**Task to complete:**
Repeat only the stretch of lines below that runs from the line with "fill:none; stroke-linecap:round; stroke-linejoin:round" through the line with "M1493,75l14,17 -19,14 -10,-12 8,-7 -4,-4z", unaltered.

Segment Start: Material supplied

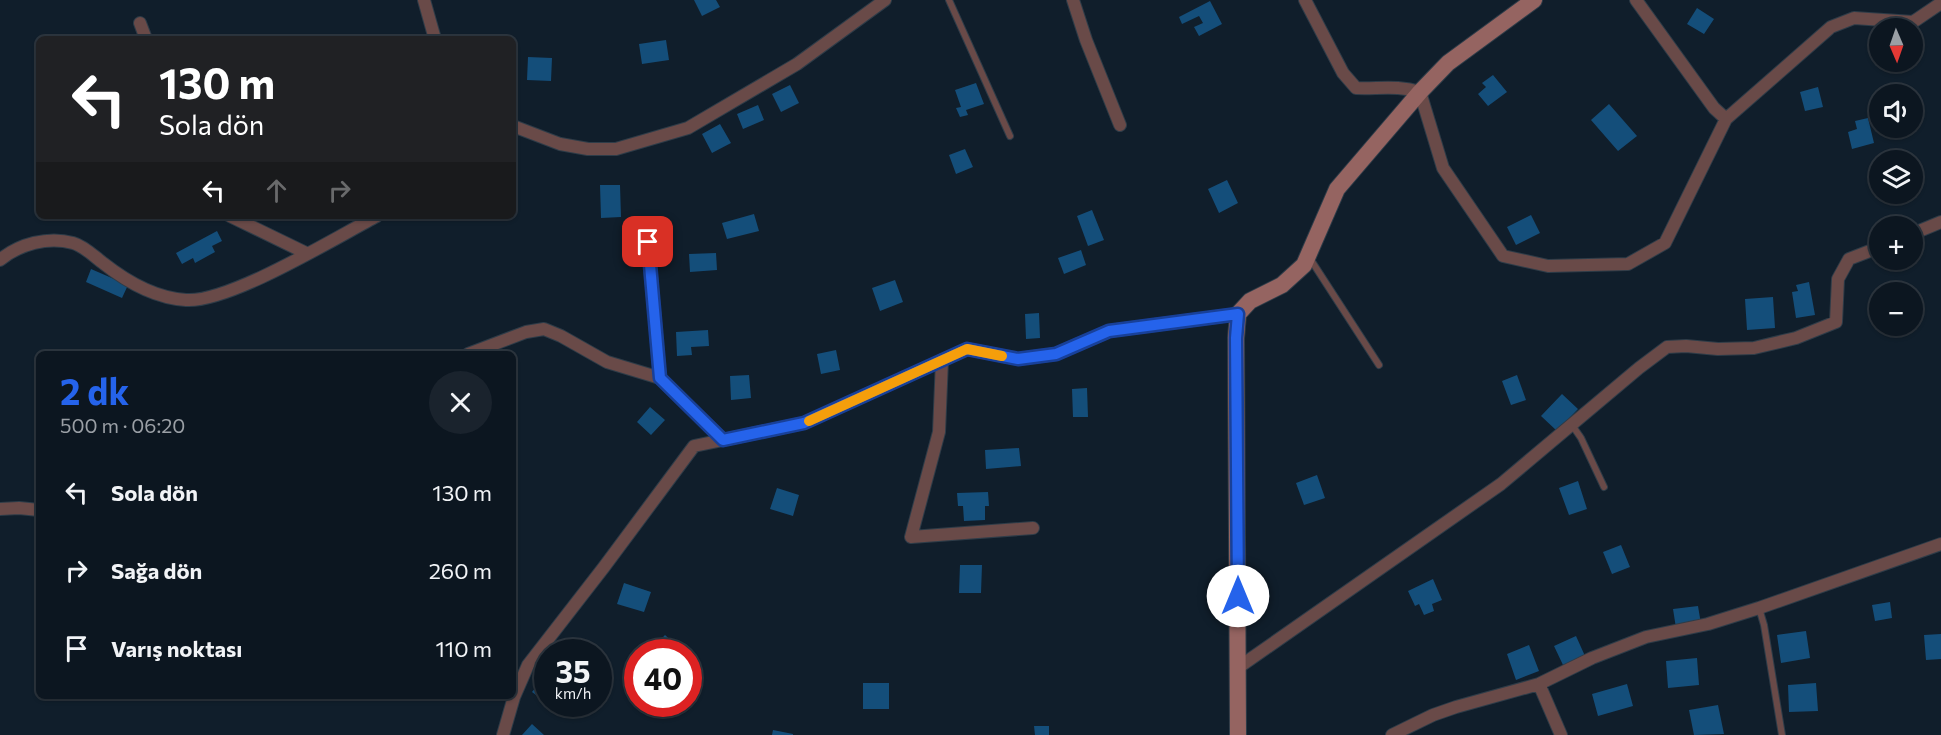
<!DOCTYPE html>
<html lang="tr">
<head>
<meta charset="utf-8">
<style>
  body { margin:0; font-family:Commissioner,sans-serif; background:#1a232d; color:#f1f3f6; height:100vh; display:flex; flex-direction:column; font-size:22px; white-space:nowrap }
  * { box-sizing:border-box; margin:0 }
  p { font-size:20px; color:#9a9fa5 }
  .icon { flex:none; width:33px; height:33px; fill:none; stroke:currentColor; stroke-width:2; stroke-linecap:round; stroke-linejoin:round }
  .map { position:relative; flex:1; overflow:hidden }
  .details { position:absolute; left:36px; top:351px; width:480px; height:348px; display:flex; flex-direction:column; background:#0c1620; border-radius:9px; box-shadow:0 2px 4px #0004,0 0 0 2px #2c353e }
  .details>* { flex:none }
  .hud { position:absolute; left:36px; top:36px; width:480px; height:183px; border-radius:9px; box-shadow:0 2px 4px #0004,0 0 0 2px #2c353e; background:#202124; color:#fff; overflow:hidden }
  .needle { width:39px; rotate:178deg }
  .tools { position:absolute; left:1869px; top:18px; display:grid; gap:12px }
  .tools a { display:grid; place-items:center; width:54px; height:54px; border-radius:50%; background:#0c1620; box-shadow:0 2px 4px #0004,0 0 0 2px #2c353e; font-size:30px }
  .speed { position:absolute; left:534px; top:639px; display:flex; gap:12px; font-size:30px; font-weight:700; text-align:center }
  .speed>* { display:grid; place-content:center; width:78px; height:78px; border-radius:50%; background:#0c1620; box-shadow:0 2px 4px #0004,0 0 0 2px #2c353e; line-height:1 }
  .speed small { font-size:15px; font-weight:400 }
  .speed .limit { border:9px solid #d22; background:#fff; color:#111 }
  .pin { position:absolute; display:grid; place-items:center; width:51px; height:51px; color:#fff; margin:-26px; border-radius:12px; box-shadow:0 3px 9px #0006 }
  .me { position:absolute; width:66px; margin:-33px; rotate:0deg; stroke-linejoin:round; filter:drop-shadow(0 0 4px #0008) }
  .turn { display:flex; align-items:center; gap:21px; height:126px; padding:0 24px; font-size:27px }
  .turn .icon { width:78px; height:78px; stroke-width:2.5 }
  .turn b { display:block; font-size:42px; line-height:51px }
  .lanes { display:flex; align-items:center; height:57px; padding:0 24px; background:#0003; justify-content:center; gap:30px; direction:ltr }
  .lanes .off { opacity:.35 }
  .round { display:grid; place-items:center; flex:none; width:63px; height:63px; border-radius:32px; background:#1a232d }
  .head { display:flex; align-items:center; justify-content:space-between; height:102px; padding:0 24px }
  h1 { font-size:36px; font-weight:700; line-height:45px; color:#2563eb }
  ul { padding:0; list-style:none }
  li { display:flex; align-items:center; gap:18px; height:78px; padding:0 24px }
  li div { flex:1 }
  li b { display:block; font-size:22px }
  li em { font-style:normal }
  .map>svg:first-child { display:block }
  .building { fill:#144e7a }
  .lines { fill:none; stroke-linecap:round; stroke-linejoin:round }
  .lane-casing { stroke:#2e3c48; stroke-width:8 }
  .street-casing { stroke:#2e3c48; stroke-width:14 }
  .secondary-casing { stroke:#2e3c48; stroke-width:18 }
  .lane { stroke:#694a48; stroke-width:6 }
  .street { stroke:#694a48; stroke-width:12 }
  .secondary { stroke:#956461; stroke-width:16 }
  .route-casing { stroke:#184099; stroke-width:15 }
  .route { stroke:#2563eb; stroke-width:10 }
  .slow { stroke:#f59e0b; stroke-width:10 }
</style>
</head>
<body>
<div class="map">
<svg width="1941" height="735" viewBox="0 0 1941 735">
  <rect width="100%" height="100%" fill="#101e2b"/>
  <!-- building -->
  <path class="building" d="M694,0h22l4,7 -18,9z
    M1210,1l12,23 -23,12 -5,-9 9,-4 -4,-7 -17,8 -3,-7z
    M1697,8l17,11 -10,15 -17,-10z
    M666,40l3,20 -27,4 -3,-20z
    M528,57l24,1 -1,23 -24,-1z
    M1493,75l14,17 -19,14 -10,-12 8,-7 -4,-4z
    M976,83l8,21 -18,6 2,5 -8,2 -4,-9 5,-1 -6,-17z
    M790,85l9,18 -18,9 -9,-18z
    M1818,87l5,20 -18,4 -5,-19z
    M1609,104l28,32 -19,15 -27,-31z
    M758,105l6,15 -21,9 -6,-15z
    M1868,118l6,25 -22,6 -4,-17 9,-3 -2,-8z
    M720,124l11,19 -19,10 -10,-19z
    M965,149l8,18 -17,7 -7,-19z
    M1227,180l11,23 -19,10 -11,-24z
    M600,185h20l1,32 -20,1z
    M1092,210l12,30 -16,6 -11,-30z
    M754,214l5,17 -32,8 -5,-16z
    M1531,215l9,18 -24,12 -9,-18z
    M217,231l5,10 -10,5 3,6 -20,11 -2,-5 -11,6 -6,-11z
    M1081,250l5,15 -22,9 -6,-16z
    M716,253l1,17 -27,2 -1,-18z
    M91,269l37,16 -6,13 -36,-16z
    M895,280l8,22 -23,9 -8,-23z
    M1809,282l6,33 -19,3 -4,-26 6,-1 -2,-6z
    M1773,297l2,31 -28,2 -2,-31z
    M1039,313l1,25 -14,1 -1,-25z
    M708,330l1,16 -18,1 1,8 -15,1 -1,-24z
    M836,350l4,20 -19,4 -4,-20z
    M749,375l2,23 -20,2 -1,-24z
    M1517,375l9,25 -15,5 -9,-24z
    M1087,388l1,29h-15l-1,-28z
    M1562,394l16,15 -21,22 -16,-15z
    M650,407l15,13 -14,15 -14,-13z
    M1019,448l2,18 -35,3 -1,-19z
    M1317,475l8,23 -21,7 -8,-22z
    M1578,481l9,28 -18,6 -10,-27z
    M777,488l22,7 -6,21 -23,-7z
    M988,492l1,14h-4v14l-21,1 -1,-15h-5l-1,-13z
    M1621,545l9,22 -18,7 -9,-22z
    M960,565h22l-1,28h-22z
    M1433,579l9,21 -10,4 2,7 -10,4 -5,-11 -4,2 -7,-15z
    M624,583l27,9 -7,20 -27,-8z
    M1890,602l2,16 -17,3 -3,-16z
    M1698,606l3,18 -25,4 -3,-19z
    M1806,631l4,27 -29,5 -4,-28z
    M1941,634v25l-15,1 -2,-25z
    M665,635l14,13 -4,4h-26z
    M1576,636l9,20 -22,9 -9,-19z
    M1529,645l10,26 -23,9 -9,-26z
    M1697,658l2,27 -31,3 -2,-27z
    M688,662l13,1 -2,16 -11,-1z
    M548,672v32l-16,-12z
    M863,683h26v26h-26z
    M1816,683l2,28 -29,1 -1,-27z
    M1627,684l6,22 -35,10 -6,-22z
    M1718,705l6,29 -30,1 -5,-25z
    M532,724l12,11h-22z
    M1034,726h15v9h-14z
    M773,730l20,4v1h-21z"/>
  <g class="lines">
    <defs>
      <path id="lane" d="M949,0l61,136
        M1309,257l70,108
        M1572,425l9,13 23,49
        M1759,608l5,17 18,110"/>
      <path id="street" d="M424,0l11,39
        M1073,0l13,40 34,85
        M1305,0l38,73 13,15c22,1 42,-3 64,4l23,76 60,88 45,10 80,-2 37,-21 61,-124 105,-92 23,-9 59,4 28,-19
        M1636,0l78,108 12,11
        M140,23l6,16
        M513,126l47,18 28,5h28l72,-21 109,-64 88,-64
        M230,216l76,37
        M1912,234l29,-12
        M648,242l12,136
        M0,260c19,-16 48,-24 73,-17 11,3 22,14 30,20 24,19 51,35 83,37 43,3 149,-62 191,-84
        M468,354l58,-22 18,-3 17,7 46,26 53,16 63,62
        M942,360l-3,72 -28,105 122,-9
        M0,509l19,-1 20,2
        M1239,667l262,-183 138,-116 28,-21 19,-1 32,3 36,-1 42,-10 40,-16 2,-43 11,-20 31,-12
        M1539,684l22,51
        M503,735l11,-38 14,-32 76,-98 90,-121 110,-23 163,-74 51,10 38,-5 53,-23 129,-17
        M1392,735l41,-20 23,-8 83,-23 53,-26 54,-21 62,-13 51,-16 182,-64"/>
      <path id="secondary" d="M1238,735l-2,-397 2,-24 12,-13 32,-16 22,-20 33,-76 83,-97 28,-29 86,-63"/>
    </defs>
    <!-- lane casing -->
    <use href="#lane" class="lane-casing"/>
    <!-- street casing -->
    <use href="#street" class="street-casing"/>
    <!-- secondary casing -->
    <use href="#secondary" class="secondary-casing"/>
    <!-- lane -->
    <use href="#lane" class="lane"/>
    <!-- street -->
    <use href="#street" class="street"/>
    <!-- secondary -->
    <use href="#secondary" class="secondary"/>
  </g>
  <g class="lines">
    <defs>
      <path id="route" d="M648,242l12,136 63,62 81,-17 163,-74 51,10 38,-5 53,-23 129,-17 -2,24 2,258"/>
    </defs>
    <!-- route casing -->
    <use href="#route" class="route-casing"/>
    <!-- route -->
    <use href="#route" class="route"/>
    <!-- slow -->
    <path class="slow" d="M809,421l158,-72 35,7"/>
  </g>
</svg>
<div class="tools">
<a><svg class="needle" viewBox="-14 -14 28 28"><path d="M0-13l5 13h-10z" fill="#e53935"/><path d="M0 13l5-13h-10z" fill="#9a9fa5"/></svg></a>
<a><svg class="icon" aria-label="sound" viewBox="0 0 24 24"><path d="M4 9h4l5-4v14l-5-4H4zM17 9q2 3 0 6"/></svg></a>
<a><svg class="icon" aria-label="layers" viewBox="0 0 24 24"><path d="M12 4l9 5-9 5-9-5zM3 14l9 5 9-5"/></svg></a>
<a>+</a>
<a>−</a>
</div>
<div class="speed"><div>35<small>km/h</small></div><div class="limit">40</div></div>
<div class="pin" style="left:648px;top:242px;background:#d93025"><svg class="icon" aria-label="arrive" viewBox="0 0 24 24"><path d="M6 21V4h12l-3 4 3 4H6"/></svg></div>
<svg class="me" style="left:1238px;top:596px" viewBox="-20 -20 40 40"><circle r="19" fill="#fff"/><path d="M0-13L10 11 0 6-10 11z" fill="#2563eb"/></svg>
<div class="hud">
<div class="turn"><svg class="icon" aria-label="left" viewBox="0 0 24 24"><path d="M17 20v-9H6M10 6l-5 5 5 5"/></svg><div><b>130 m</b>Sola dön</div></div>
<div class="lanes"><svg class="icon" aria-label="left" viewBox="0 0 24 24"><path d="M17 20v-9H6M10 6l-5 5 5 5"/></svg><svg class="icon off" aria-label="ahead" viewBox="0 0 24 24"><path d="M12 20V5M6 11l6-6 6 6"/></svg><svg class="icon off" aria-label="right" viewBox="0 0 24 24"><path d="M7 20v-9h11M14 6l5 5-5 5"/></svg></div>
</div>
<section class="details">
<div class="head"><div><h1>2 dk</h1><p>500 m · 06:20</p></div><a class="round"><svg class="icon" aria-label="close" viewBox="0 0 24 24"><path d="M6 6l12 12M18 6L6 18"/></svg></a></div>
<ul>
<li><svg class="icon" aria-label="left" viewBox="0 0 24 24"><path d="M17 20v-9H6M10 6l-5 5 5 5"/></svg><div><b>Sola dön</b></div><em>130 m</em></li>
<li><svg class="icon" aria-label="right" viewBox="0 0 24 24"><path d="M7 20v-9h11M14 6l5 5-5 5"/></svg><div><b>Sağa dön</b></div><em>260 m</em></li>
<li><svg class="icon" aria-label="arrive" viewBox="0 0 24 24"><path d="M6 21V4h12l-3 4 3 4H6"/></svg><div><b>Varış noktası</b></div><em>110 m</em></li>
</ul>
</section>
</div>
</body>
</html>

Segment End: Material supplied

**Response to this exercise:**
  .lines { fill:none; stroke-linecap:round; stroke-linejoin:round }
  .lane-casing { stroke:#2e3c48; stroke-width:8 }
  .street-casing { stroke:#2e3c48; stroke-width:14 }
  .secondary-casing { stroke:#2e3c48; stroke-width:18 }
  .lane { stroke:#694a48; stroke-width:6 }
  .street { stroke:#694a48; stroke-width:12 }
  .secondary { stroke:#956461; stroke-width:16 }
  .route-casing { stroke:#184099; stroke-width:15 }
  .route { stroke:#2563eb; stroke-width:10 }
  .slow { stroke:#f59e0b; stroke-width:10 }
</style>
</head>
<body>
<div class="map">
<svg width="1941" height="735" viewBox="0 0 1941 735">
  <rect width="100%" height="100%" fill="#101e2b"/>
  <!-- building -->
  <path class="building" d="M694,0h22l4,7 -18,9z
    M1210,1l12,23 -23,12 -5,-9 9,-4 -4,-7 -17,8 -3,-7z
    M1697,8l17,11 -10,15 -17,-10z
    M666,40l3,20 -27,4 -3,-20z
    M528,57l24,1 -1,23 -24,-1z
    M1493,75l14,17 -19,14 -10,-12 8,-7 -4,-4z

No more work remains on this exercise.